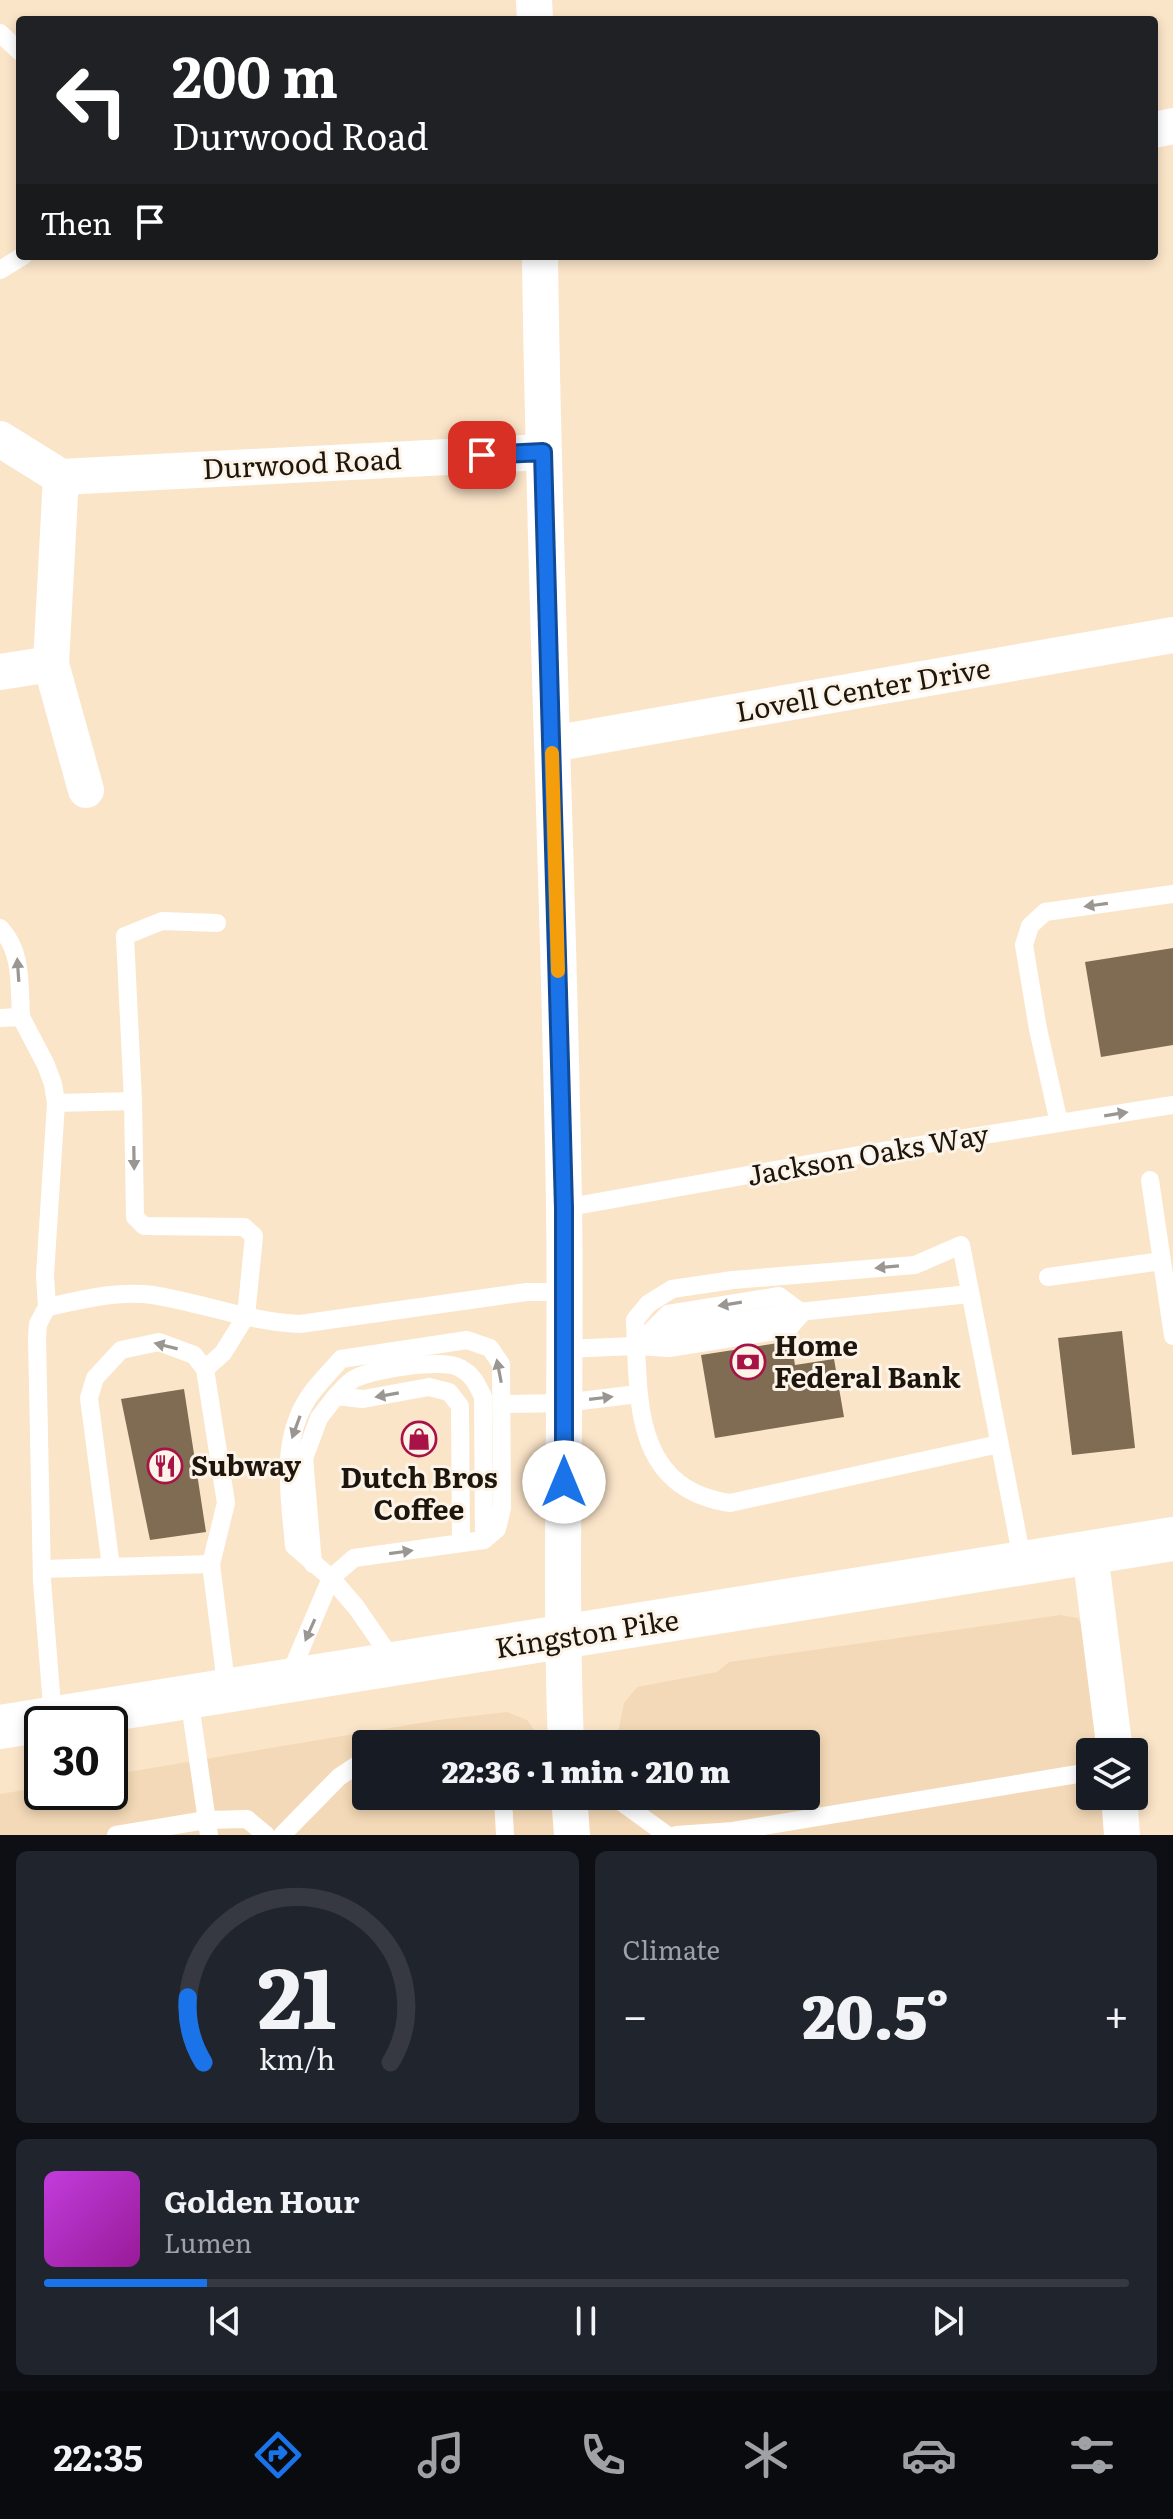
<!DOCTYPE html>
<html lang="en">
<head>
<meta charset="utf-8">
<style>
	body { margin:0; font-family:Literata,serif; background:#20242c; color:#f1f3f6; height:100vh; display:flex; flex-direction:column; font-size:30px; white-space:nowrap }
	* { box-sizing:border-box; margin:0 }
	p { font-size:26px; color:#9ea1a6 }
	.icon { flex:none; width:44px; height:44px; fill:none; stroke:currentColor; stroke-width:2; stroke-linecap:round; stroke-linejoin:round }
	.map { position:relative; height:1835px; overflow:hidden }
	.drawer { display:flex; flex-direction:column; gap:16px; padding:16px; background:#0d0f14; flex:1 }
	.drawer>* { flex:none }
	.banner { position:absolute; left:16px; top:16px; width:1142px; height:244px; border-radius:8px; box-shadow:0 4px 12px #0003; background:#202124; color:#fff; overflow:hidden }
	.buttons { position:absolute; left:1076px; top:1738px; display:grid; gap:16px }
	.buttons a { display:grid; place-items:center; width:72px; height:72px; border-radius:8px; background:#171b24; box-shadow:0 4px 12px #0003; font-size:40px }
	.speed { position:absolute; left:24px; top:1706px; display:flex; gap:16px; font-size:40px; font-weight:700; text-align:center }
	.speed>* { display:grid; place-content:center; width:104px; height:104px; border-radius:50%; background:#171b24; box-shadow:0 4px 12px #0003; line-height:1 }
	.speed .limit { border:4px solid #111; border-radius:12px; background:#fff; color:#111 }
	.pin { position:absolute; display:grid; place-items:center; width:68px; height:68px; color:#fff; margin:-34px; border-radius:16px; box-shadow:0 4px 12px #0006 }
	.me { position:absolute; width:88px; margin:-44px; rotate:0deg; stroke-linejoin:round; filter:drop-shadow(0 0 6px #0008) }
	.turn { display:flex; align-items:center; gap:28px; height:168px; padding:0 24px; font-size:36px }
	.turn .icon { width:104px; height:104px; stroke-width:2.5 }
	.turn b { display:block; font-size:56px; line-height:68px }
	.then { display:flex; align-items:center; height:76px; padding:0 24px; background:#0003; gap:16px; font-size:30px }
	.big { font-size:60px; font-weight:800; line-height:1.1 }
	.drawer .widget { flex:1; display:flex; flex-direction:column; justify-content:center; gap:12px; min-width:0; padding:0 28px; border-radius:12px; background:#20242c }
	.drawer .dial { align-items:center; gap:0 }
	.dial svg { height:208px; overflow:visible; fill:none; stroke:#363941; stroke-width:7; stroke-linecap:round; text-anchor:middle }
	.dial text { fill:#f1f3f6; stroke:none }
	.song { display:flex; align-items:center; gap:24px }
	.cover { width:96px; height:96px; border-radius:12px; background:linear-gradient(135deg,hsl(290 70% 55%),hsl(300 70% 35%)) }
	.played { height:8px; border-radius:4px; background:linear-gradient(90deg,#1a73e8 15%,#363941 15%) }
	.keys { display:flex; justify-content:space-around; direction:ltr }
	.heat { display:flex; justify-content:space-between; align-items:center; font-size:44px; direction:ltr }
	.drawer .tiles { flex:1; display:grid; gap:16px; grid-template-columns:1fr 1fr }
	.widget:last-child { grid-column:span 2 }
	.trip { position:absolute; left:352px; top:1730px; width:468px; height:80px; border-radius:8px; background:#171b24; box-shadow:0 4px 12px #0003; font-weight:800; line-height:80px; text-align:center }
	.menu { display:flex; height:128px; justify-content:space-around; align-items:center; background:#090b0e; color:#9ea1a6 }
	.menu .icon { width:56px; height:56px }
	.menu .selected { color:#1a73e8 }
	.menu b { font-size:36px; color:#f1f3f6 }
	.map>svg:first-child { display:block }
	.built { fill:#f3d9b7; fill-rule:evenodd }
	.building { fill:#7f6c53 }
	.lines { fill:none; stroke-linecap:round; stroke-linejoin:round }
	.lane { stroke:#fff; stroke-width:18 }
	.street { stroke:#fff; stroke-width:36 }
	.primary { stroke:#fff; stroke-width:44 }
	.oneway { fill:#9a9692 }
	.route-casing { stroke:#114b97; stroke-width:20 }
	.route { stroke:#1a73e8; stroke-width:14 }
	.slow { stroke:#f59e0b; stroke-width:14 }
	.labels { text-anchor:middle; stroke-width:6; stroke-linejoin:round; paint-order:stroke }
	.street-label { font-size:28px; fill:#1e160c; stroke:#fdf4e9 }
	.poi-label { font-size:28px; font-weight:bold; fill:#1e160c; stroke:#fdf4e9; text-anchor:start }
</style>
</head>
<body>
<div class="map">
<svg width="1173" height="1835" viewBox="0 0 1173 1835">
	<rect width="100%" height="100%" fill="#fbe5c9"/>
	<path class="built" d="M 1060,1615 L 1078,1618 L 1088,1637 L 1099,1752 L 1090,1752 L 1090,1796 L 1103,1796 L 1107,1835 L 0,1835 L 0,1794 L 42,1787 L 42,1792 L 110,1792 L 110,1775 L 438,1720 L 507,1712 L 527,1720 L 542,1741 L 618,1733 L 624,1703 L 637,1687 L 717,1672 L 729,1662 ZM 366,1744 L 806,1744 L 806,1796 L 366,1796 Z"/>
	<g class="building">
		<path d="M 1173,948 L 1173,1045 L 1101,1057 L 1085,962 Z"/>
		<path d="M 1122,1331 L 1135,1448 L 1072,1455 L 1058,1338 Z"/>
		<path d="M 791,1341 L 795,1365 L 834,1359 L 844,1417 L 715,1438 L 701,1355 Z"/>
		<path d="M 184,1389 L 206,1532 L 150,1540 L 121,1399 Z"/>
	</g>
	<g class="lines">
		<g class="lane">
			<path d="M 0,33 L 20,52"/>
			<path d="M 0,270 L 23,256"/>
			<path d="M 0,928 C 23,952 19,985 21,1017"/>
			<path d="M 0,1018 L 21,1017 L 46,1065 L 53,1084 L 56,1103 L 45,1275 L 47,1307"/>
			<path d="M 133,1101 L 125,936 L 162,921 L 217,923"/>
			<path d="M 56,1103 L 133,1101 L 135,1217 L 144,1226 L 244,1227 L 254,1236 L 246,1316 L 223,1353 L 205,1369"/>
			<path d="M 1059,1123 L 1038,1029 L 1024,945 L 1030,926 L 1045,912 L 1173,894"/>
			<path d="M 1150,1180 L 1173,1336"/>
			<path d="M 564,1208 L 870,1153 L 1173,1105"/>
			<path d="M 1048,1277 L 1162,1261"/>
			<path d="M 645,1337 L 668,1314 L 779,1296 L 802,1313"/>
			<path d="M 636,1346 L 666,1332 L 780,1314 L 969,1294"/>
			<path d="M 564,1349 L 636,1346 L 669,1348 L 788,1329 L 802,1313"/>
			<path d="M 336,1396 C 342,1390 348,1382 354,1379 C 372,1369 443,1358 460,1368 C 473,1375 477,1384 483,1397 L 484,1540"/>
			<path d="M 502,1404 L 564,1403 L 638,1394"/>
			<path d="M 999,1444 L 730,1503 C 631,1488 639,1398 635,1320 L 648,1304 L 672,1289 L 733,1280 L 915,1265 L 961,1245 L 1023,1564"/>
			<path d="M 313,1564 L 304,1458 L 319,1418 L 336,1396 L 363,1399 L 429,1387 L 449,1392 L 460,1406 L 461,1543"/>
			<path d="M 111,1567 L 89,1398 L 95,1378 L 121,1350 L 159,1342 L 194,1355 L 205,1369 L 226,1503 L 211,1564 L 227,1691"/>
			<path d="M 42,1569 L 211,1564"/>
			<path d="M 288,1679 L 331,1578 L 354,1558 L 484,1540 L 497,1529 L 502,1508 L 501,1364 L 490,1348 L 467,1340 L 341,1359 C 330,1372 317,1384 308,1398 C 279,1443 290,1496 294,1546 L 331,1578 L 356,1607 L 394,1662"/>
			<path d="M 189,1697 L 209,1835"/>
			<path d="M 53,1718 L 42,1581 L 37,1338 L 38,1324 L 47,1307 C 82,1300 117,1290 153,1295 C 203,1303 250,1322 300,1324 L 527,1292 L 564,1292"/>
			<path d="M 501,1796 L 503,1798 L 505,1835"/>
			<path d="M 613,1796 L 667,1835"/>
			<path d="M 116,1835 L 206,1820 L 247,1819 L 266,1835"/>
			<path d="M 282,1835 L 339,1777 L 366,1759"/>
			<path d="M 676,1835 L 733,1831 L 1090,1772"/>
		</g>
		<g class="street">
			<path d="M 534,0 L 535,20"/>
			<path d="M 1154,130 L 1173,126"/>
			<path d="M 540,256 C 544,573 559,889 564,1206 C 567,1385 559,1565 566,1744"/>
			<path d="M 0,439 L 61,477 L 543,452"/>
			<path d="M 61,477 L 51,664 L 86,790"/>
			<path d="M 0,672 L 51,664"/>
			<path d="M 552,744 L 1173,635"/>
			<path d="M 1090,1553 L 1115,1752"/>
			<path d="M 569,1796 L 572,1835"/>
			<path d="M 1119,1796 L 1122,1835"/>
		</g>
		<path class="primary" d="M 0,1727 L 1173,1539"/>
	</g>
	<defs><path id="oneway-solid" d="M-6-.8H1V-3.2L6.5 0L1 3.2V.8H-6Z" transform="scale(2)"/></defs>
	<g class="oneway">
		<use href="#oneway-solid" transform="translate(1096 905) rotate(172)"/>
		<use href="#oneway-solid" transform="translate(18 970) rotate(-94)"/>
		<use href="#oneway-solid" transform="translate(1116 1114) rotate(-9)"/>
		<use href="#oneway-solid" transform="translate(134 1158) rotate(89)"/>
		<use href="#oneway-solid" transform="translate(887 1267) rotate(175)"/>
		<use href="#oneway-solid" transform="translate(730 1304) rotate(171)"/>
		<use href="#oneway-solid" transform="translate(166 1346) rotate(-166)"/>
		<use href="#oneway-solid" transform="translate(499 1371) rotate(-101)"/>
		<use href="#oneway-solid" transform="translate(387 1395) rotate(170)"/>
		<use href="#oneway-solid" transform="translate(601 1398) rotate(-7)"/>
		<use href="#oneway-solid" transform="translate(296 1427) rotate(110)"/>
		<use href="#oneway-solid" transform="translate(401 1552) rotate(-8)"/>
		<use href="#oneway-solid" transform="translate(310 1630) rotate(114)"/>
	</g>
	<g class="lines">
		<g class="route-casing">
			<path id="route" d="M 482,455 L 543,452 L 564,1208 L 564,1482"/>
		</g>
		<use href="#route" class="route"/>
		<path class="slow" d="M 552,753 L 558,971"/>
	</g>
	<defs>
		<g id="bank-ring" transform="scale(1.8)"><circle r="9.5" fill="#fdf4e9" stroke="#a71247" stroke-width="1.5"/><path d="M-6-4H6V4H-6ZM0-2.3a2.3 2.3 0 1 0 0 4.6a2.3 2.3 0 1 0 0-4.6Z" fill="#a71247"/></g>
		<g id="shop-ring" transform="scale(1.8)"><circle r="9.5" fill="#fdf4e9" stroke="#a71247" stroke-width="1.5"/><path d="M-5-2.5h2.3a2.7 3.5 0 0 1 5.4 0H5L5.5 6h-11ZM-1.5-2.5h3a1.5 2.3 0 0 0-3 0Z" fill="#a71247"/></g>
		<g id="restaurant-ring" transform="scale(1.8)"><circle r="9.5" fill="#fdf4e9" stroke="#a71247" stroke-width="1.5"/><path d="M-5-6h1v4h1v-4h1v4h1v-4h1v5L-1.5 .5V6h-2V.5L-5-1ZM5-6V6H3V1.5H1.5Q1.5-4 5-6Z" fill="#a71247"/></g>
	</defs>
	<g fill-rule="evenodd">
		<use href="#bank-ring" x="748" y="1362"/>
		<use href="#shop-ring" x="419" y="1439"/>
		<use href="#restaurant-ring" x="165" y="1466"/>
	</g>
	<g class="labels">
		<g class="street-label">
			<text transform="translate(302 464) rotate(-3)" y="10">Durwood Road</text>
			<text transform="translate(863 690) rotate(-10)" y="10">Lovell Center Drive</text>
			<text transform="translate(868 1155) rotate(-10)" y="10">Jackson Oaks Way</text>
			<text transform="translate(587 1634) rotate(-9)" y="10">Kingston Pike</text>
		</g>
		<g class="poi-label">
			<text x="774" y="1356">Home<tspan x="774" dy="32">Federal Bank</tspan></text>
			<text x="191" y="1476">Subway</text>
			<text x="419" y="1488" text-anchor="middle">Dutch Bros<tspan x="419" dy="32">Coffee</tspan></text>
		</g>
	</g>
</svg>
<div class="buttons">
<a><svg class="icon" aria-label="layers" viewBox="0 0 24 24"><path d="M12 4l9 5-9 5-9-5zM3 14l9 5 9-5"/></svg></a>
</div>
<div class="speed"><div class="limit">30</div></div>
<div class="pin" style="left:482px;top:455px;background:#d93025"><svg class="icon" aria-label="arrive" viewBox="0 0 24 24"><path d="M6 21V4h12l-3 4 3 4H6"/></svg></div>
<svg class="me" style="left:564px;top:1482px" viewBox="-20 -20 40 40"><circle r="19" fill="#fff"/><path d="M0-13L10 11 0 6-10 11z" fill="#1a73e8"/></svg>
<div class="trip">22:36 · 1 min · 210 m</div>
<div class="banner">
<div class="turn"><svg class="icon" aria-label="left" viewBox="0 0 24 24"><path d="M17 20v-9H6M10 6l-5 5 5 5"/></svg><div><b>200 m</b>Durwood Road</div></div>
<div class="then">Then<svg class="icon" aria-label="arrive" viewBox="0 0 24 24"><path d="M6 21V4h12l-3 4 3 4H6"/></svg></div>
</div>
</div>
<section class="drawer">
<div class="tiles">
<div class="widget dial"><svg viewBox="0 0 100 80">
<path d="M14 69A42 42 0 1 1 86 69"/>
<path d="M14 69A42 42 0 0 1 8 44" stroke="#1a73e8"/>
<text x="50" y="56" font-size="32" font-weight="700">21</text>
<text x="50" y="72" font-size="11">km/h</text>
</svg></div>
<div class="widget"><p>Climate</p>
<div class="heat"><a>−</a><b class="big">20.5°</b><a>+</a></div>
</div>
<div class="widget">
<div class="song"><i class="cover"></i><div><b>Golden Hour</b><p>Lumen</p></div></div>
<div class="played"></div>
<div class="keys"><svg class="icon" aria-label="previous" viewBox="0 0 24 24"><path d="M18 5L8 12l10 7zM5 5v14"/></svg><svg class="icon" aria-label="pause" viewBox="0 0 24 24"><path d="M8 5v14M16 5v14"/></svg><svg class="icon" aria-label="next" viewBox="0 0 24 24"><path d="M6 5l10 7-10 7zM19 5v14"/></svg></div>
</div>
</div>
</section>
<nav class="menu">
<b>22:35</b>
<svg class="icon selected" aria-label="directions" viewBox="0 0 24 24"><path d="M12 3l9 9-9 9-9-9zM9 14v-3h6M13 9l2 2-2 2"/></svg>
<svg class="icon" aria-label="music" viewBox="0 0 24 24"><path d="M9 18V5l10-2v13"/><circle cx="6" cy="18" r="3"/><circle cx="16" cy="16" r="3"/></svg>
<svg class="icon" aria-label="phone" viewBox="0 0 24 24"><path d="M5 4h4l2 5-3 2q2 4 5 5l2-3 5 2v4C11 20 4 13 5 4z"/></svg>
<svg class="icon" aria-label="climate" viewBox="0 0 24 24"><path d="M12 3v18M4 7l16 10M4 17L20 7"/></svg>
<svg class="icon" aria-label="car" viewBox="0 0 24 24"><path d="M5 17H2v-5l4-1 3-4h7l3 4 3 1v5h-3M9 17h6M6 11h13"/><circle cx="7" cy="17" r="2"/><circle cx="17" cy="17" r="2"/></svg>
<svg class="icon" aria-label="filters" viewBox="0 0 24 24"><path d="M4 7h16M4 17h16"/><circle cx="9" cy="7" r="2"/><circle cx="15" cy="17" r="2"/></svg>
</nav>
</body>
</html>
* * *
PROBLEM TO WORK ON — Transcribe the opening line of the listing above, please, and every line after it through the line with "flex:none; width:44px; height:44px;", word for word, without pictures.

RESULT OF THIS EXERCISE —
<!DOCTYPE html>
<html lang="en">
<head>
<meta charset="utf-8">
<style>
	body { margin:0; font-family:Literata,serif; background:#20242c; color:#f1f3f6; height:100vh; display:flex; flex-direction:column; font-size:30px; white-space:nowrap }
	* { box-sizing:border-box; margin:0 }
	p { font-size:26px; color:#9ea1a6 }
	.icon { flex:none; width:44px; height:44px; fill:none; stroke:currentColor; stroke-width:2; stroke-linecap:round; stroke-linejoin:round }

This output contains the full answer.